LARAMIE (AP) — At first, Connor Rains was mad.

But now it seems like it was the best thing that could have happened for the University of Wyoming offensive tackle.

Rains signed with UW in the winter of 2012, and as with most junior college transfers, was expected to help the Cowboys right away after being a two-year starter at American River (Calif.) Community College.

But UW had two seniors in line to play tackle last season in Josh Leonard and Kyle Magnuson. Magnuson, who played guard most of his career, moved to tackle, and his progression was good enough to move him into the starting lineup.

Rains had a redshirt year available, so the coaches decided to use it. Rains traveled with the team to road games and was listed on its two-deep roster.
But he didn’t play.

“First there was frustration. I was (mad) a little,” Rains said after UW’s second of 15 spring practices this week. “I was working my butt off. But then I realized that there were two seniors in front of me. I was able to get stronger, know the plays better, and come in now and automatically take the position, hands down.”

Rains (6-foot-7, 318 pounds) is one of four players competing for UW’s two starting tackle spots and one of three guys coming off redshirt years.

Walker Madden is another junior college transfer, but despite being 6-9, he was only 255 pounds when he arrived for fall camp. Now, he is up to 280.

“I wasn’t ready to play when I came in,” Madden tells the Wyoming Tribune Eagle. “It gave me a chance to acclimate and learn the system. By the end of the season, I started to get the hang of it.”
Redshirt freshman Nathan Leddige (6-5, 289) also is in the mix.

Co-offensive coordinator and offensive line coach Jim Harding said there is no depth chart for any of the offensive linemen this spring, but those three, along with sophomore Austin Traphagan (6-5, 308), have seen time at both tackle spots in UW’s first two spring practices.

Harding said the redshirt year did Rains and Madden a lot of good.

But he knows it wasn’t easy, especially for Rains, who was a two-year starter in junior college and went through spring drills with UW last year.

Normally, junior college transfers who come in mid-year are expected to compete and contribute right away.

“At first, I thought it was me,” Rains said. “Was I not putting up enough effort? (Then) I realized it was not me, it was how the whole system worked and how (the coaches) process things.”

That process is putting the best five offensive linemen on the field, no matter the position. Traphagan emerged as the sixth man based on his performance in practice, and his ability to play both guard and tackle.

“The way we coach them is we want them to learn as many positions as possible because they become more marketable,” Harding said. “Traphagan could play four spots, and that got him on the field.

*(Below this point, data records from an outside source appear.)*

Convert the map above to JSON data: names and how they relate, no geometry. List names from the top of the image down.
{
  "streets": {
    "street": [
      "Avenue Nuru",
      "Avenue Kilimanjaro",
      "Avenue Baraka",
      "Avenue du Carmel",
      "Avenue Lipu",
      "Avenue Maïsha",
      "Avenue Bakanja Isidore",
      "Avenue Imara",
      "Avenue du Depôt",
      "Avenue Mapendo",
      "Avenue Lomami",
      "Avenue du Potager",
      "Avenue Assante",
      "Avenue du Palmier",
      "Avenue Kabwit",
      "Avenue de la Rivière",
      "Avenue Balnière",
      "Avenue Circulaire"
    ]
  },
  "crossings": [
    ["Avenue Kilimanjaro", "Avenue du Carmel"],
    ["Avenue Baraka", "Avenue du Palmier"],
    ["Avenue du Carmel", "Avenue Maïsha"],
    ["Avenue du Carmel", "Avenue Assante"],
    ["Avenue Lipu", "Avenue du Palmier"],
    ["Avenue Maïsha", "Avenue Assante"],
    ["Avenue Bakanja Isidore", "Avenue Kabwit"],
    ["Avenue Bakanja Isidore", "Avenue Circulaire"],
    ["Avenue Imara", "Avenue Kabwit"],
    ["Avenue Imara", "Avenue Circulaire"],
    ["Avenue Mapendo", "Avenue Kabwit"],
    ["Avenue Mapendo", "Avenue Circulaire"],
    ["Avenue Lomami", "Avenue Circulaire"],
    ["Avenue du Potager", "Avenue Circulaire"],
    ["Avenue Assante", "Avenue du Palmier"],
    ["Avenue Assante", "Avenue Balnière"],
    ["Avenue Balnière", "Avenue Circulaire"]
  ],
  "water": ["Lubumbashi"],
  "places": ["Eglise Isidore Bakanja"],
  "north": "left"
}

“(Rains) sees how that developmental year has helped him. These spring practices will be huge to continue to get better.”

Rains said he realized that after the second or third week of the regular season, and after that, he started to work toward this season.

Now, being mad and frustrated has turned into confidence and optimism.

“It was the best choice for me,” Rains said. “I know when I got home my parents were happy I redshirted. They said if I didn’t I might have one OK year and then a good year. Now I am going to have two good years.”